[MDEV-26922] Invalid configuration checked after IST/SST Created: 2021-10-27  Updated: 2023-04-27

Status: Stalled
Project: MariaDB Server
Component/s: Server
Affects Version/s: 10.3.31, 10.4.21, 10.5.12, 10.6.4
Fix Version/s: 10.4, 10.5, 10.6

Type: Bug Priority: Major
Reporter: carlos tutte Assignee: Julius Goryavsky
Resolution: Unresolved Votes: 0
Labels: None


 Description   

After a MariaDB/galera node starts, it will do IST/SST but if latter an invalid variable is found it will crash as can be seen from the log:

2021-10-27 18:56:33 0 [Note] WSREP: Loading provider /usr/lib64/galera-4/libgalera_smm.so initial position: 08260eb4-3755-11ec-9a25-86269a5f3dc7:151
2021-10-27 18:56:33 0 [Note] WSREP: wsrep_load(): loading provider library '/usr/lib64/galera-4/libgalera_smm.so'
2021-10-27 18:56:33 0 [Note] WSREP: wsrep_load(): Galera 26.4.9(r819f29c) by Codership Oy <info@codership.com> loaded successfully.
...
2021-10-27 18:56:34 0 [Note] WSREP: Joiner monitor thread started to monitor
2021-10-27 18:56:34 0 [Note] WSREP: Running: 'wsrep_sst_rsync --role 'joiner' --address '10.202.236.218' --datadir '/var/lib/mysql/' --parent '23191' --mysqld-args --wsrep_start_position=08260eb4-3755-11ec-9a25-86269a5f3dc7:151'
2021-10-27 18:56:34 1 [Note] WSREP: ####### IST uuid:00000000-0000-0000-0000-000000000000 f: 0, l: 153, STRv: 3
2021-10-27 18:56:34 1 [Note] WSREP: IST receiver addr using tcp://10.202.236.218:4568
2021-10-27 18:56:34 1 [Note] WSREP: Prepared IST receiver for 0-153, listening at: tcp://10.202.236.218:4568
2021-10-27 18:56:34 0 [Note] WSREP: Member 0.0 (node1) requested state transfer from '*any*'. Selected 1.0 (node2)(SYNCED) as donor.
...
021-10-27 18:56:37 0 [ERROR] /usr/sbin/mariadbd: unknown option '--enforce_gtid_consistency'
2021-10-27 18:56:37 0 [ERROR] Aborting
terminate called after throwing an instance of 'wsrep::runtime_error'
  what():  State wait was interrupted
211027 18:56:37 [ERROR] mysqld got signal 6 ;

It can be seen that one invalid variable was found on the my.cnf file, but the server aborted AFTER doing the entire SST process which can take long.
Not only the server abort might be missed if the SST process is left running overnight, but also when you remove the invalid variable and restart MariaDB once again, SST might need to execute again, taking again a long time.
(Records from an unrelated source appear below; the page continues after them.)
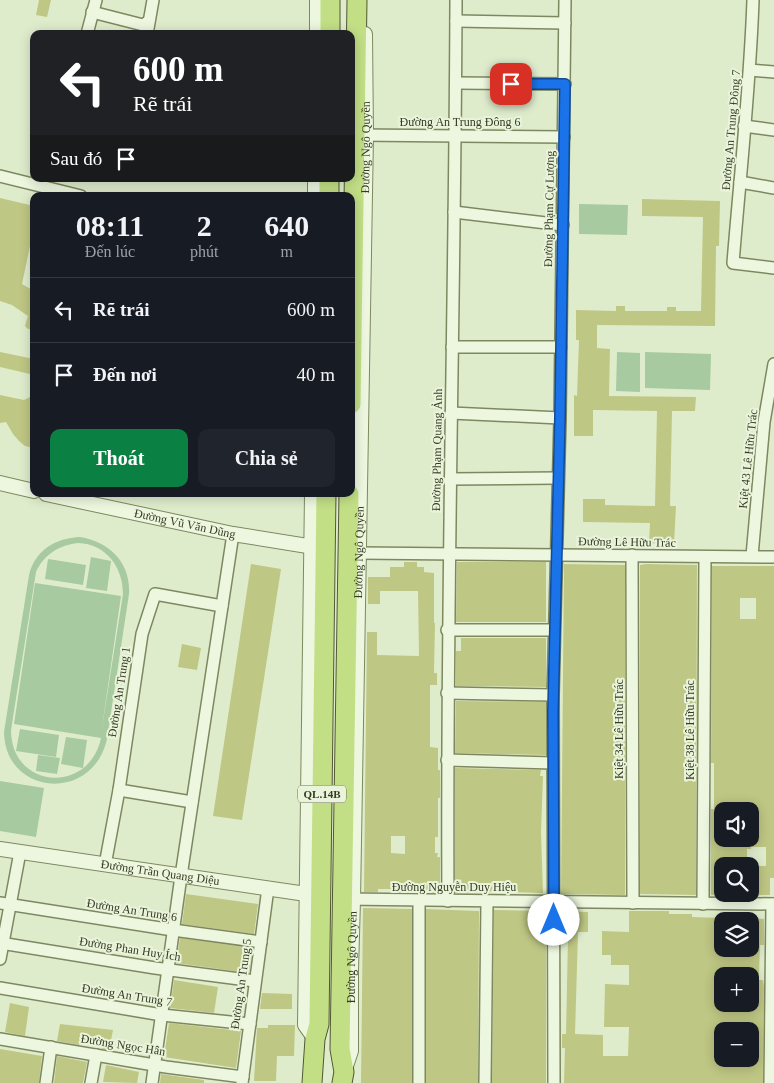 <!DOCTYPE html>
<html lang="vi">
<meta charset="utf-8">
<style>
body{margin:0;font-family:"Times New Roman",serif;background:#20242c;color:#f1f3f6;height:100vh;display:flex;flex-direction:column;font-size:19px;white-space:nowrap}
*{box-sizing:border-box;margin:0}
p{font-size:16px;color:#9ea1a6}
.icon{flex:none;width:28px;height:28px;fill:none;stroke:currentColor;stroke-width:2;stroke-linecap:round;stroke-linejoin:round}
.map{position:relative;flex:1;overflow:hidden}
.panel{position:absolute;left:30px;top:192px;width:325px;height:305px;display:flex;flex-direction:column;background:#171b24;border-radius:10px;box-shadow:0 2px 12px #0003}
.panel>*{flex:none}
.banner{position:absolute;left:30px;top:30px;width:325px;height:152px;border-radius:10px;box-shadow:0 2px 12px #0003;background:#202124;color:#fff;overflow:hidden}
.buttons{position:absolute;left:714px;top:802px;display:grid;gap:10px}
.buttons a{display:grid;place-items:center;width:45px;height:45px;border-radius:10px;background:#171b24;box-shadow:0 2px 12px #0003;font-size:25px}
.pin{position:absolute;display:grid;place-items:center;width:42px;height:42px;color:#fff;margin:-21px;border-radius:10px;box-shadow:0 2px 8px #0006}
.me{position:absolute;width:55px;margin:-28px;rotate:0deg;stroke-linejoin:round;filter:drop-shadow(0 0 4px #0008)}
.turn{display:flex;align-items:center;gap:18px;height:105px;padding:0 20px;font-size:22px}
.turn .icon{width:65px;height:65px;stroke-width:2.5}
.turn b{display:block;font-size:35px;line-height:42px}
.then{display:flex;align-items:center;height:48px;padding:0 20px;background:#0003;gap:10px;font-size:19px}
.eta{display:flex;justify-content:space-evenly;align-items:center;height:85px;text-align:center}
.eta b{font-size:30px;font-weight:600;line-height:35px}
.primary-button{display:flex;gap:10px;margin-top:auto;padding:10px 20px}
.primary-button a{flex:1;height:58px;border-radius:10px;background:#0b8043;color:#fff;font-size:20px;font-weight:600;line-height:58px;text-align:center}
.primary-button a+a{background:#20242c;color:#f1f3f6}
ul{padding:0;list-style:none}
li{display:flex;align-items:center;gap:15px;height:65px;padding:0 20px;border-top:1px solid #363941}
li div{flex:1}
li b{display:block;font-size:19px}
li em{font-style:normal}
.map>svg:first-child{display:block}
.green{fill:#a7caa0;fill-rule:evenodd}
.building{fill:#bfc784;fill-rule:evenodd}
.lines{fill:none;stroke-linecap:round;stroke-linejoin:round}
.minor-casing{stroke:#7e8860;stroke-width:14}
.tertiary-casing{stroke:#7e8860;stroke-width:16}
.trunk-casing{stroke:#515734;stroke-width:21}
.minor{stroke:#edf7df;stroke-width:11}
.tertiary{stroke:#edf7df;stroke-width:14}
.trunk{stroke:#c2df86;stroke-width:19}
.route-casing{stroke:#114b97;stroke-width:12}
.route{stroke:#1a73e8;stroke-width:9}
.labels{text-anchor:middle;stroke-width:4;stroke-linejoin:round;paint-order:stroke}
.shield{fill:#e9f4db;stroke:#6c725a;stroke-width:1}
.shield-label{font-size:11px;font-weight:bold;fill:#363a23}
.street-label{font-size:12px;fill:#363a23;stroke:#e9f4db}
</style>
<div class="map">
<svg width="774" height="1083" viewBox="0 0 774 1083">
<rect width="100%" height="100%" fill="#dfeccc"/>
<g class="green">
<path d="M579 204 628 205 627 235 579 234Z"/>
<path d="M617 352 640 353V392L616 391Z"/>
<path d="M645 352 711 354 710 390 645 388Z"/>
<path d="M80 537C110 542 131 563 129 594L107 739C93 803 5 796 4 732L29 575C35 550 56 538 80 537ZM78 543C106 544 123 567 123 594L101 734 121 596 35 583 14 724 101 738C89 795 11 789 11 730L36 572C44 554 60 545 78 543Z"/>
<path d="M91 557 111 561 107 591 86 588Z"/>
<path d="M48 559 86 565 83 585 45 579Z"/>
<path d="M20 729 59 735 56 757 16 751Z"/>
<path d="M66 737 87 740 83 768 61 764Z"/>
<path d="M38 755 60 758 57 774 36 771Z"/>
<path d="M0 781 44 788 36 837 0 831Z"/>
</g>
<g class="building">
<path d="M39 0H51L47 17 36 15Z"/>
<path d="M0 198 34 206V227L22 284 34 291V330L28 329 25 326 28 316 12 305 0 301Z"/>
<path d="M642 199 720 201 719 246H716L715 326 597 325V348L610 349 609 396 696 397 695 411H672L670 506H676L674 544 649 543 650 523 583 522V499H605V505L655 506 657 411 593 410V436H574V395L577 396 579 340H576V310L616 311V306H625V311H667V307H676V311H701L703 217 642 216Z"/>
<path d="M0 352 34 359V375L0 367Z"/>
<path d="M0 395 24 400 34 395V448L25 446 19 441 13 434 6 422 0 423Z"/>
<path d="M404 562H417V567H424V572L434 573V623H435L434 673H437V685H430V747L438 748V770H440V798H438V837H435V853H438L437 857H440V893L396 892V889H378V892H364L367 632H377V655L419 656 418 591H380V604H368V577H390V567H404ZM391 836H405V854L391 853Z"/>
<path d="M457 562H546V622H456Z"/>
<path d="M251 564 281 569 242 820 213 816Z"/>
<path d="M564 564 625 565V895L561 894Z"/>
<path d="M646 564 697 565 696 895 640 894V565Z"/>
<path d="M712 566H774V878H770V895H750V866H766V847H751V849H747V866H722V895H711V809H714V763H711ZM740 598H756V619H740ZM722 811H751L750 839H722Z"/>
<path d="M461 638H546V687L456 686V651H461Z"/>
<path d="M182 644 201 648 197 670 178 667Z"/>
<path d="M456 701 546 702V755L455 753Z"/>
<path d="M455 768 541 770 540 776H543L541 832 543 893 471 891V893H455Z"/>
<path d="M186 894 258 904 254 934 182 924Z"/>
<path d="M363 908 412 909V1083H361Z"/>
<path d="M426 909 479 911 478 1083H426Z"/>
<path d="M494 910 544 911V945H546V1083H492Z"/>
<path d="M561 911 588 912V932H578L575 1034 603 1035V1056H628L629 1027H604L605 984 629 985V965H611V955H602V931L629 932V911H669V914H692V917L722 918V949H750V918L764 919V945H760L759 974V980H763L764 986 763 1083H564L565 1048H562V1034H566L568 937H561ZM722 976H750V1004H722ZM722 1031H750V1059H722Z"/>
<path d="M180 938 252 948 249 973 176 963Z"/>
<path d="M174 980 218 987 214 1013 170 1008Z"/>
<path d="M262 993 292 994V1009H260Z"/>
<path d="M10 1003 29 1007 25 1036 5 1032Z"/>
<path d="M169 1023 241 1031 236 1068 164 1057Z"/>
<path d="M60 1024 113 1030 109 1050 102 1049V1045L87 1042 86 1044 80 1043 79 1045 57 1041Z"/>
<path d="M268 1025H295L294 1056H277L276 1081H254L257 1028H268Z"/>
<path d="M0 1049 42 1056 39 1083H0Z"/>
<path d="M57 1056 87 1062 83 1083H54Z"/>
<path d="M106 1065 139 1072 137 1083 103 1082Z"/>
<path d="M161 1074 204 1080V1083H160Z"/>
</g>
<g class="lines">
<g class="minor-casing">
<g id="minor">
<path d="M753 0C750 88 740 176 733 263L774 268"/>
<path d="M92 12 143 25 149 21"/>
<path d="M456 21 565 23"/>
<path d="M87 34 96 0"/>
<path d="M147 34 153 0"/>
<path d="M750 70 774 72"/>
<path d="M457 83 565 84"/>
<path d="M744 126 774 130"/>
<path d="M359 135 564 137"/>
<path d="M0 176 81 196"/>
<path d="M740 182 774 188"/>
<path d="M454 212 563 225"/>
<path d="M452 347H561"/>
<path d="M451 413 560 418"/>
<path d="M450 479 558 478"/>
<path d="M359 553 774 557"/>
<path d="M632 555 633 903"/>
<path d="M752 556 764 422 774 364"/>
<path d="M447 630H554"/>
<path d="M447 693 553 695"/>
<path d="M447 760 553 763"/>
<path d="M192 802 119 790 142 634 155 594 222 606"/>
<path d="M105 865 119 790"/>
<path d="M345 899 774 904"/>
<path d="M448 901C446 601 455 300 456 0"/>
<path d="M0 903 173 930 261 942"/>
<path d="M703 904 705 557"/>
<path d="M0 943 155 968 255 981"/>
<path d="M0 959 20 852"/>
<path d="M0 988 162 1015 250 1024"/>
<path d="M0 1039 166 1067 243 1077"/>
<path d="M46 1083 51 1047"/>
<path d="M91 1083 96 1055"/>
<path d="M152 1083 181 876 233 534"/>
<path d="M242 1083 268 888"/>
<path d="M419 1083V901"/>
<path d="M485 1083 487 902"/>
<path d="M554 1083 553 695 560 418 565 0"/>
<path d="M770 1083 772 904"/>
</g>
</g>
<g class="tertiary-casing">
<g id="tertiary">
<path d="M317 34V0"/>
<path d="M315 196V179"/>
<path d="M0 483 34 491"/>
<path id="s1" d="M46 494 233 534 320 548"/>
<path d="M312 494 305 1025 315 1039"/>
<path id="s2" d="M0 849 313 895"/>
<path id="s3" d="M344 1072 351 1051V970L353 900 366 135 365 34"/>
</g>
</g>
<g class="trunk-casing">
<g id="trunk">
<path d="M330 34V0"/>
<path d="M329 196V179"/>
<path d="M351 404 357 0"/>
<path d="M312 1083 315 1039 319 1024 326 494"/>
<path d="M342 1083 344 1072 340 1049 349 494"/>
</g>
</g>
<use href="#minor" class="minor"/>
<use href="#tertiary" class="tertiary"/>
<use href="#trunk" class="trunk"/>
</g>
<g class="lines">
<g class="route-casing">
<path id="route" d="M511 84H565L560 418 553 712 554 920"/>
</g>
<use href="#route" class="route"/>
</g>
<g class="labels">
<rect class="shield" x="298" y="785.5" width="48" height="17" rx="4"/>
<g class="shield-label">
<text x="322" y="798">QL.14B</text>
</g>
<g class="street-label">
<text x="460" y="126">Đường An Trung Đông 6</text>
<text transform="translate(731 130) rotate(-85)" y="4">Đường An Trung Đông 7</text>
<text dy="4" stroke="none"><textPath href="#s3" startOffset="926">Đường Ngô Quyền</textPath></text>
<text transform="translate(549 209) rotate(-89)" y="4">Đường Phạm Cự Lượng</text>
<text transform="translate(437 450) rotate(-89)" y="4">Đường Phạm Quang Ảnh</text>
<text transform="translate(748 459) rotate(-84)" y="4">Kiệt 43 Lê Hữu Trác</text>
<text dy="4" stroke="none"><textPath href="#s1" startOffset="142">Đường Vũ Văn Dũng</textPath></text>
<text transform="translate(627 542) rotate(1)" y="4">Đường Lê Hữu Trác</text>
<text dy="4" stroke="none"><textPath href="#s3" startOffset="521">Đường Ngô Quyền</textPath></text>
<text transform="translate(119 692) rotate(-81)" y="4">Đường An Trung 1</text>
<text transform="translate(619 729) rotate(-90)" y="4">Kiệt 34 Lê Hữu Trác</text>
<text transform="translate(690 730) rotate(-90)" y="4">Kiệt 38 Lê Hữu Trác</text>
<text dy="4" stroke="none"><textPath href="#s2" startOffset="162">Đường Trần Quang Diệu</textPath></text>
<text x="454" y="891">Đường Nguyễn Duy Hiệu</text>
<text transform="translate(132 910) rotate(9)" y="4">Đường An Trung 6</text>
<text transform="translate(130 949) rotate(9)" y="4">Đường Phan Huy Ích</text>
<text dy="4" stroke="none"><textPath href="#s3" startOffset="116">Đường Ngô Quyền</textPath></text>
<text transform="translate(241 984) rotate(-82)" y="4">Đường An Trung 5</text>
<text transform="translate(127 995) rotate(9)" y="4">Đường An Trung 7</text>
<text transform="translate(123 1045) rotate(9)" y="4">Đường Ngọc Hân</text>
</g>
</g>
</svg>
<div class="buttons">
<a><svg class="icon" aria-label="sound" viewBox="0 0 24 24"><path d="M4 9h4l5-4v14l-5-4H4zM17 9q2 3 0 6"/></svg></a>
<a><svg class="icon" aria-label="search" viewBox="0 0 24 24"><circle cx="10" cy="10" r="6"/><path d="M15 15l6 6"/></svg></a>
<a><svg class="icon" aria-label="layers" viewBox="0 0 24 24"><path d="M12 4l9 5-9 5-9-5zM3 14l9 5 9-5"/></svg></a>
<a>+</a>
<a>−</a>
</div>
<div class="pin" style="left:511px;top:84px;background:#d93025"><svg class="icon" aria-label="arrive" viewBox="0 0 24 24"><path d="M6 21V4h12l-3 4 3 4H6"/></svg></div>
<svg class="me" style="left:554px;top:920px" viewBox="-20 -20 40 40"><circle r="19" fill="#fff"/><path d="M0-13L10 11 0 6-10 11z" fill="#1a73e8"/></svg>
<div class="banner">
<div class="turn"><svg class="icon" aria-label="left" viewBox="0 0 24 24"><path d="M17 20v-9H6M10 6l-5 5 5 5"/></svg><div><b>600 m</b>Rẽ trái</div></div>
<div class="then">Sau đó<svg class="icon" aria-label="arrive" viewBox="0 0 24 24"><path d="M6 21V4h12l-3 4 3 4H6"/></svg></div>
</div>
<section class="panel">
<div class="eta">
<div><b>08:11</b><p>Đến lúc</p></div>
<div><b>2</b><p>phút</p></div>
<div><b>640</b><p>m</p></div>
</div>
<ul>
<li><svg class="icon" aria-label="left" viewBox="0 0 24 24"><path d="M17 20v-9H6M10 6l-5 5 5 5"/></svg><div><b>Rẽ trái</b></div><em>600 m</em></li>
<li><svg class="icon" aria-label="arrive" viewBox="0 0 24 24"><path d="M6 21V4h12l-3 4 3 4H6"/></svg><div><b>Đến nơi</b></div><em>40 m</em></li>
</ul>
<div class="primary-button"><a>Thoát</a><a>Chia sẻ</a></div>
</section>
</div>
To reproduce just create a 2/3 node galera cluster and put some invalid variable name on the config file under [mysqld]



 Comments   
Comment by Sergei Golubchik [ 2021-11-23 ]

Generally, it's not possible to detect invalid parameters before SST. The thing is, invalid parameters can only be detected after all plugins (storage engines are plugins too) are loaded — that is, after server knows what parameters are valid plugin parameters. And SST can copy InnoDB files, so it needs to be done before InnoDB is loaded.

If you use "mysqldump" SST method, that doesn't copy files, you'll likely see "invalid option" error first (but I didn't try it).

Comment by Sergei Golubchik [ 2021-11-23 ]

Ideally, though, SST wouldn't need to be repeated. sysprg, why does it happen and can it be avoided?

Comment by Julius Goryavsky [ 2021-11-23 ]

serg As a first approximation, we have an abnormal termination here and in this case, the state of Galera is considered inconsistent. Therefore, the next time we start the server, we start SST from scratch again (since the current state is marked as inconsistent in the Galera-specific file). I need to look at the code in detail in order to understand if we can initiate a normal shutdown with diagnostics here (with a normal shutdown of Galera as a consequence of this), instead of abnormal termination. If it is possible, then the state that we received as a result of SST will not be marked as inconsistent and it will be saved, rather than completely lost.

Generated at Thu Feb 08 09:48:58 UTC 2024 using Jira 8.20.16#820016-sha1:9d11dbea5f4be3d4cc21f03a88dd11d8c8687422.